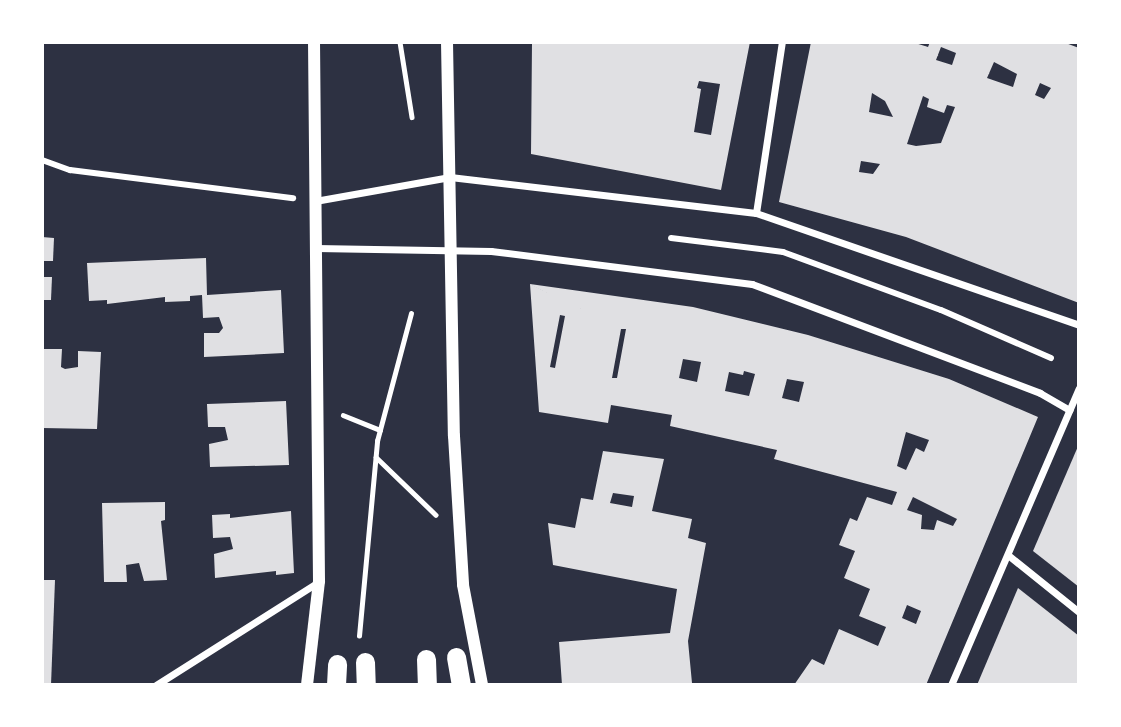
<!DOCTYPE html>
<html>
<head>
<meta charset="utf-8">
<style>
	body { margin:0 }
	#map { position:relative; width:1121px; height:727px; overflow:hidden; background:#2d3142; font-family:"Fira Sans",sans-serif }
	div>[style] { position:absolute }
	.building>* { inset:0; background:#e0e0e3 }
	.path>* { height:4.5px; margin:-2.25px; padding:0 2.25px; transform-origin:2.25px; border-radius:2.25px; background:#fff }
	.pedestrian>* { height:6px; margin:-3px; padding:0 3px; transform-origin:3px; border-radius:3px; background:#fff }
	.minor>* { height:7px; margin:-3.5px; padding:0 3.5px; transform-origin:3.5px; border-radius:3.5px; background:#fff }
	.tertiary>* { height:12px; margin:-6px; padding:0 6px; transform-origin:6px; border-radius:6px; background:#fff }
	.trunk>* { height:19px; margin:-9.5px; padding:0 9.5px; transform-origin:9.5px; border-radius:9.5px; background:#fff }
	span { translate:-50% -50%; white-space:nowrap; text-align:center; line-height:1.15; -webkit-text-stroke:5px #fff; paint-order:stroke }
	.frame { position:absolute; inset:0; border:44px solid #fff; pointer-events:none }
</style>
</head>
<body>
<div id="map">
	<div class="building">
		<i style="clip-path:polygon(evenodd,532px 42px,750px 42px,721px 190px,531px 154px,532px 42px,699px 81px,720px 84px,711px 135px,694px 132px,701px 89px,697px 88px,699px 81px)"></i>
		<i style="clip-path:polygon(evenodd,811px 42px,912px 42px,928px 47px,930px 42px,1063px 42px,1079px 48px,1079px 303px,906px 237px,779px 202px,811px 42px,941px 47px,956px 53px,952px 65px,936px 60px,941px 47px,811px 42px,994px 62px,1017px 74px,1013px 87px,987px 78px,994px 62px,811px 42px,1040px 83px,1051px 88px,1044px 99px,1035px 95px,1040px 83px,811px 42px,872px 93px,885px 101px,893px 117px,869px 112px,872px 93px,811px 42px,923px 96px,929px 99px,927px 107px,944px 113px,947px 105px,955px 107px,941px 143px,916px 146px,907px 144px,923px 96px,811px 42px,861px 161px,880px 164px,873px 174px,859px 172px,861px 161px)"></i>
		<i style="clip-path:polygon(42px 237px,54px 238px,53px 261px,42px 261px)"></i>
		<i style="clip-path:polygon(206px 258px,207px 295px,281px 290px,284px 353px,204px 357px,204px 333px,219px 333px,223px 328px,219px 317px,203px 318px,202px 295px,190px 296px,190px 301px,165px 302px,165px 297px,107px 304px,107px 300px,89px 301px,87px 263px)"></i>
		<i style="clip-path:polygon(42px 277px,52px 277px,51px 300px,42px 300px)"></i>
		<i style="clip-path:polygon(evenodd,530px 284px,693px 307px,808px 335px,949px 379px,1038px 417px,926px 685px,794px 685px,812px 659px,824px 665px,839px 629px,878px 646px,886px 627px,859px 616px,870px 589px,844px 578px,855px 551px,839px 545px,850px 518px,857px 521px,867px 497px,892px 505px,897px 492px,774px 459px,777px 450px,670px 426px,672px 415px,611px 405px,608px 423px,539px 412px,530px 284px,560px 315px,565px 316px,555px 368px,550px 367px,560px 315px,530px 284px,621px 329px,626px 329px,617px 378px,612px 378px,621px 329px,530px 284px,683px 359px,701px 362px,697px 382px,679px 378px,683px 359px,530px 284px,744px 371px,755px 374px,749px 396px,725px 391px,729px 372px,743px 375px,744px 371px,530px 284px,787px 379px,804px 382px,799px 402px,782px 398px,787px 379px,530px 284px,906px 432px,929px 440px,924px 452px,916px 448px,906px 470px,897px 466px,906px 432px,530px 284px,913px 497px,957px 519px,953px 526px,937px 520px,934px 530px,921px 529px,922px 515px,907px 510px,913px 497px,530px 284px,907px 605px,921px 611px,916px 624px,902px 618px,907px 605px)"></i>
		<i style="clip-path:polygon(42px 349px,62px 349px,61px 367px,65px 369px,78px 367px,78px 351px,101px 352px,97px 429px,42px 428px)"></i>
		<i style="clip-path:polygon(286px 401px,289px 465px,210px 467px,209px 444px,228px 440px,225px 427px,208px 427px,207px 404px)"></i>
		<i style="clip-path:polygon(1079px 444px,1079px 587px,1033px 551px)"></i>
		<i style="clip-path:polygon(evenodd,603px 451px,664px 459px,652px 511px,692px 519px,688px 538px,706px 543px,688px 641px,692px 683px,562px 685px,559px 642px,670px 633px,677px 589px,553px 565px,548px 523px,575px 528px,581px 498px,593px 500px,603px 451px,613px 493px,634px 496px,632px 507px,610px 503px,613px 493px)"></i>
		<i style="clip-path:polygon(165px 502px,165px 520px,161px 521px,167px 580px,144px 581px,139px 563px,126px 565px,127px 582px,104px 582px,102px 503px)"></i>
		<i style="clip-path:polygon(291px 511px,294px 573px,276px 575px,276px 571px,215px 578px,214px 554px,233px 549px,230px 537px,213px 538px,212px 515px,230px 514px,230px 518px)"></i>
		<i style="clip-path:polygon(42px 580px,55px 580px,51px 685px,42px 685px)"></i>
		<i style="clip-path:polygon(1018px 588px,1079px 636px,1079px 685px,977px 685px)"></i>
	</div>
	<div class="path">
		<i style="left:400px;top:42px;width:76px;rotate:80.9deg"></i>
		<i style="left:343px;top:415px;width:40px;rotate:22deg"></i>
		<i style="left:376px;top:457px;width:83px;rotate:44deg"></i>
		<i style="left:359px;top:636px;width:196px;rotate:-84.7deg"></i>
		<i style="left:377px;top:441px;width:132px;rotate:-75.1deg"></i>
	</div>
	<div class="pedestrian">
		<i style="left:42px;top:160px;width:30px;rotate:20deg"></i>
		<i style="left:70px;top:170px;width:225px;rotate:7.2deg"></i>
		<i style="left:671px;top:238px;width:113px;rotate:7.1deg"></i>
		<i style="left:783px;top:252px;width:168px;rotate:20.2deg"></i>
		<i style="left:941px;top:310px;width:120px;rotate:23.6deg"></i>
	</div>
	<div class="minor">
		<i style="left:315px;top:201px;width:137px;rotate:-10.1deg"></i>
		<i style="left:450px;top:177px;width:308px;rotate:6.7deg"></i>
		<i style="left:756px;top:213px;width:342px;rotate:19.1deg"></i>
		<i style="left:756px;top:213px;width:173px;rotate:-81.4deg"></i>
		<i style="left:316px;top:248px;width:175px;rotate:1deg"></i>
		<i style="left:491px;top:251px;width:263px;rotate:7.2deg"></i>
		<i style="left:752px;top:284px;width:308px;rotate:20.7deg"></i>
		<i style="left:1040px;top:393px;width:34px;rotate:30deg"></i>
		<i style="left:1008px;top:555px;width:91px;rotate:38.8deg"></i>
		<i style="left:156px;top:685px;width:192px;rotate:-32.4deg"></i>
		<i style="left:951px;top:685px;width:323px;rotate:-66.7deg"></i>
	</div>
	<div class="tertiary">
		<i style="left:447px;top:42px;width:394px;rotate:89deg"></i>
		<i style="left:454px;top:436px;width:149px;rotate:86.5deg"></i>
		<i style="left:463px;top:585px;width:102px;rotate:79.2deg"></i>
		<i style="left:307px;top:685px;width:105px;rotate:-83.4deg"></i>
		<i style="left:319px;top:581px;width:539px;rotate:-90.53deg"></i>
	</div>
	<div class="trunk">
		<i style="left:456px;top:657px;width:28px;rotate:80deg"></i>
		<i style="left:426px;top:659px;width:26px;rotate:88deg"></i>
		<i style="left:365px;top:662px;width:23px;rotate:88deg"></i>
		<i style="left:336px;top:685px;width:21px;rotate:-87deg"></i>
	</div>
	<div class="frame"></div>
</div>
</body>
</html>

• YOUR GOAL: Could you set down verbatim the lines from the beginning of the entries above through the line containing "height:4.5px; margin:-2.25px; padding:0", both included, leaving out the pictures?

• RESPONSE TO THE EXERCISE:
<!DOCTYPE html>
<html>
<head>
<meta charset="utf-8">
<style>
	body { margin:0 }
	#map { position:relative; width:1121px; height:727px; overflow:hidden; background:#2d3142; font-family:"Fira Sans",sans-serif }
	div>[style] { position:absolute }
	.building>* { inset:0; background:#e0e0e3 }
	.path>* { height:4.5px; margin:-2.25px; padding:0 2.25px; transform-origin:2.25px; border-radius:2.25px; background:#fff }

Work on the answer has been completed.